The upshot of all of this mechanical stuff is that Torra, with last night's start, finally earned Charlie Montoyo's trust. For one thing, Montoyo hates walks—hates them. Pitchers have to prove to him that they won't put guys on base. For another, Montoyo simply didn't know Torra. "At the beginning, we didn't know what to expect with him," Montoyo said; so when Torra struggled right out of the gate, he immediately put himself in suspicion under Montoyo's gaze.
Montoyo loves Ray Olmedo, who is really just an average player, and part of why he loves him is that he knows exactly what Olmedo's ballplaying life is like: Olmedo is an undersized middle infielder with little power, just like Montoyo was. Montoyo doesn't identify with pitchers at all—he relies, wisely, on his pitching coach to do the necessary work with them—and he had a preternaturally good batting eye as a player: He is the rare hitter who walked more than he struck out. (Way more: 744 BB/459 K in his career.) Presumably, he would like pitchers to be as discerning about the strike zone as he was, since they are the ones throwing baseballs at it. Torra had some control problems in his third and fourth starts as a Bull, a sure way to alienate Montoyo.
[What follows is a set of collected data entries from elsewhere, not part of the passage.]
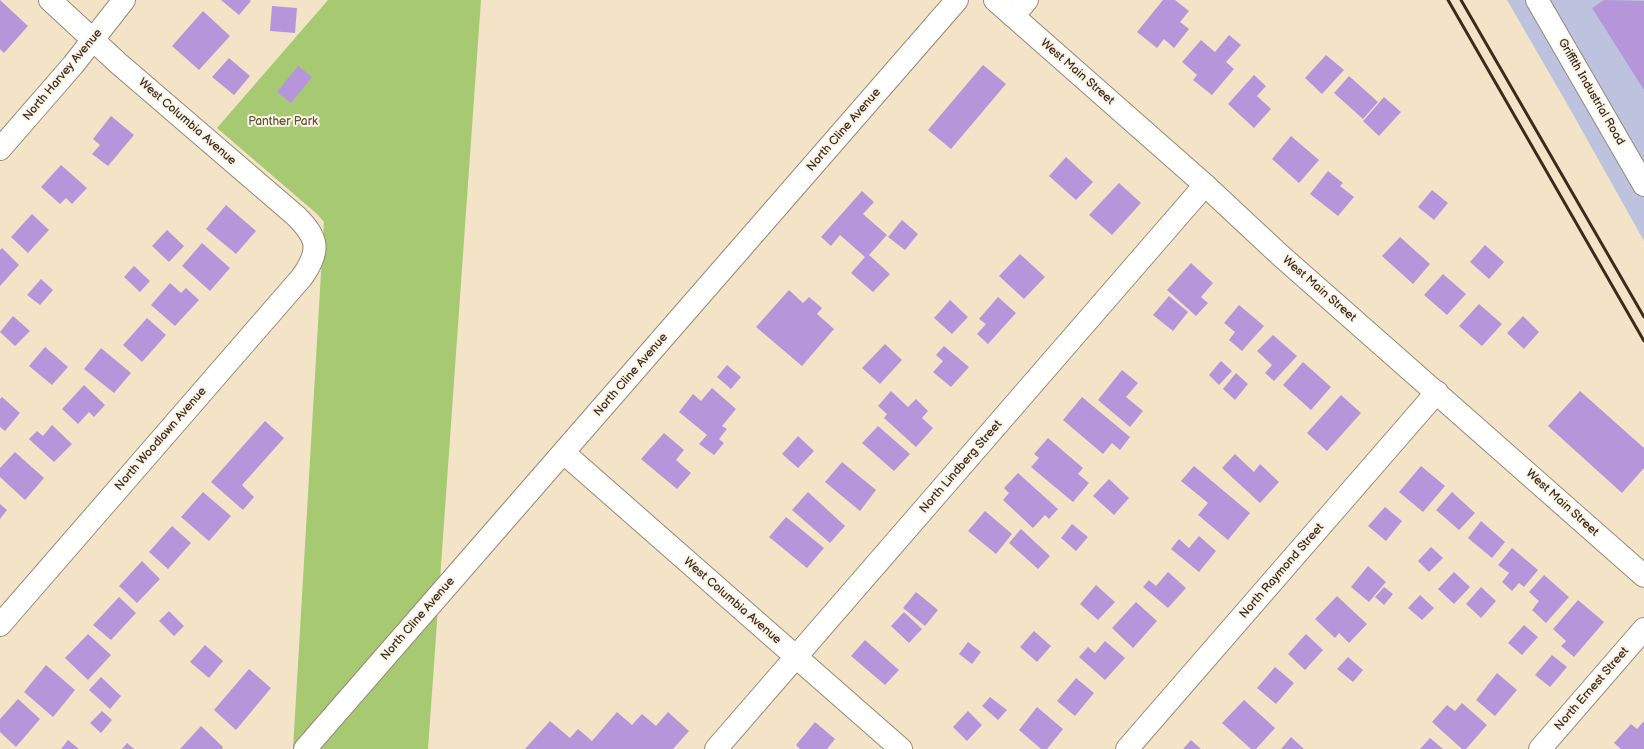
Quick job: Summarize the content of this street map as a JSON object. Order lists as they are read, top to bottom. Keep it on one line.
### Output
{"streets":{"street":["West Main Street","North Harvey Avenue","Griffith Industrial Road","West Columbia Avenue","North Cline Avenue","North Woodlawn Avenue","North Lindberg Street","North Raymond Street","North Ernest Street"]},"crossings":[["West Main Street","North Lindberg Street"],["West Main Street","North Raymond Street"],["North Harvey Avenue","West Columbia Avenue"],["West Columbia Avenue","North Cline Avenue"],["West Columbia Avenue","North Woodlawn Avenue"],["West Columbia Avenue","North Lindberg Street"]],"parks":["Panther Park"]}
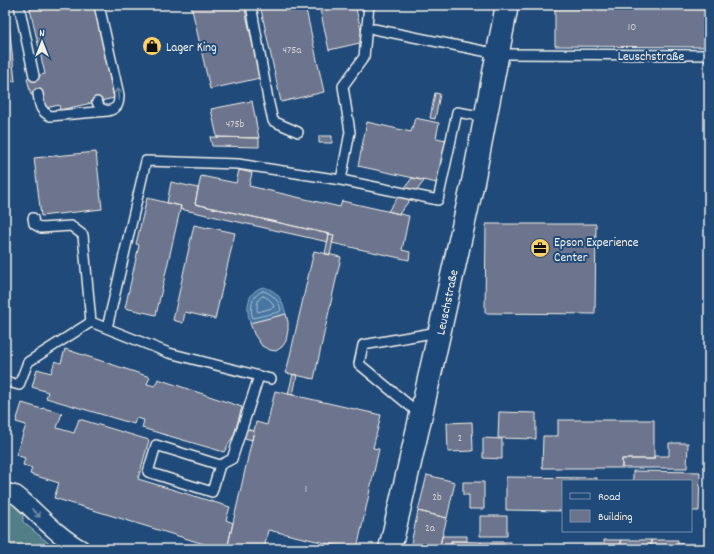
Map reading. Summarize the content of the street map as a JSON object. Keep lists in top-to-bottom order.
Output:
{
  "streets": {
    "street": ["Leuschstraße"]
  },
  "places": {
    "shop": ["Lager King"],
    "office": ["Epson Experience Center"]
  },
  "house_numbers": [
    "10",
    "475a",
    "475b",
    "2",
    "1",
    "2b",
    "2a"
  ],
  "legend": ["Road", "Building"],
  "north": "top"
}
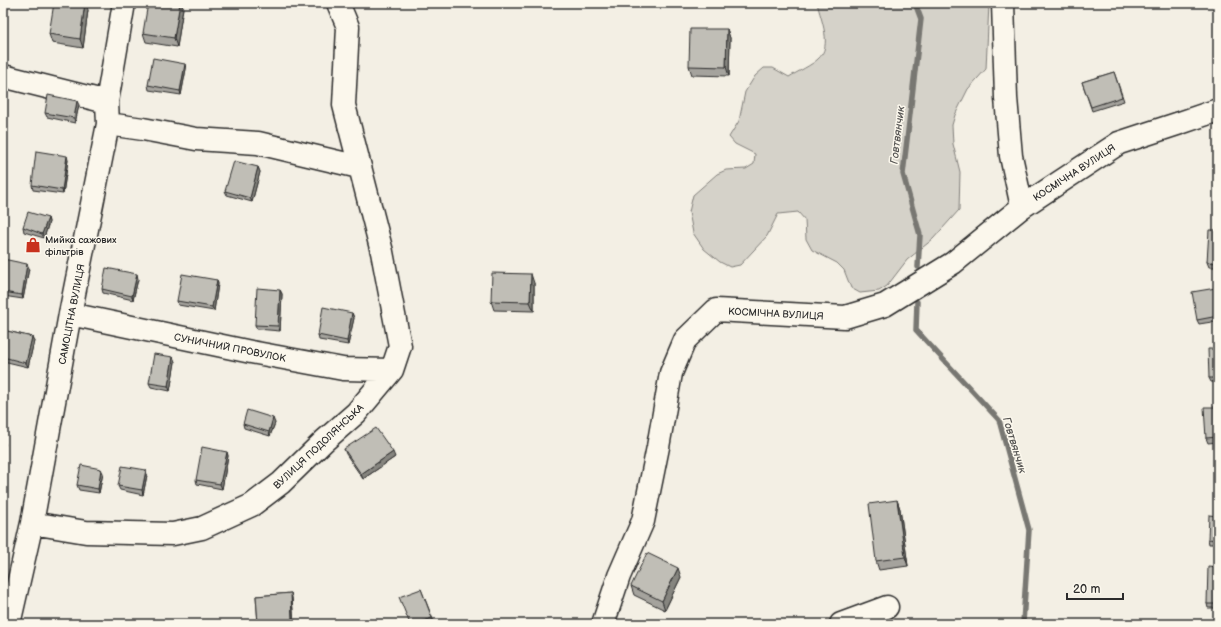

Torra made three very good starts in a row from August 6-16, but didn't reach 90 pitches in any of them. In the two that bracketed those three starts, at home against the Knights on July 31 and at Norfolk on August 21, Torra wasn't quite as sharp. Nonetheless, he was keeping the Bulls in both of those games when Montoyo lifted him after very, very low pitch counts (the Bulls won both of them). Montoyo has often allowed other starters to pitch much deeper into games, even though they were struggling worse than Torra ever has since July 31.
Take Matt Moore yesterday afternoon, for example. Moore walked four batters, matching a season high set on May 10 when he was with Class AA Montgomery, allowed six hits, including a home run and two doubles (one of which would have been a homer in most other parks), and got some very loud outs. His fastball command was erratic, and he appeared to labor progressively harder in every inning after the third.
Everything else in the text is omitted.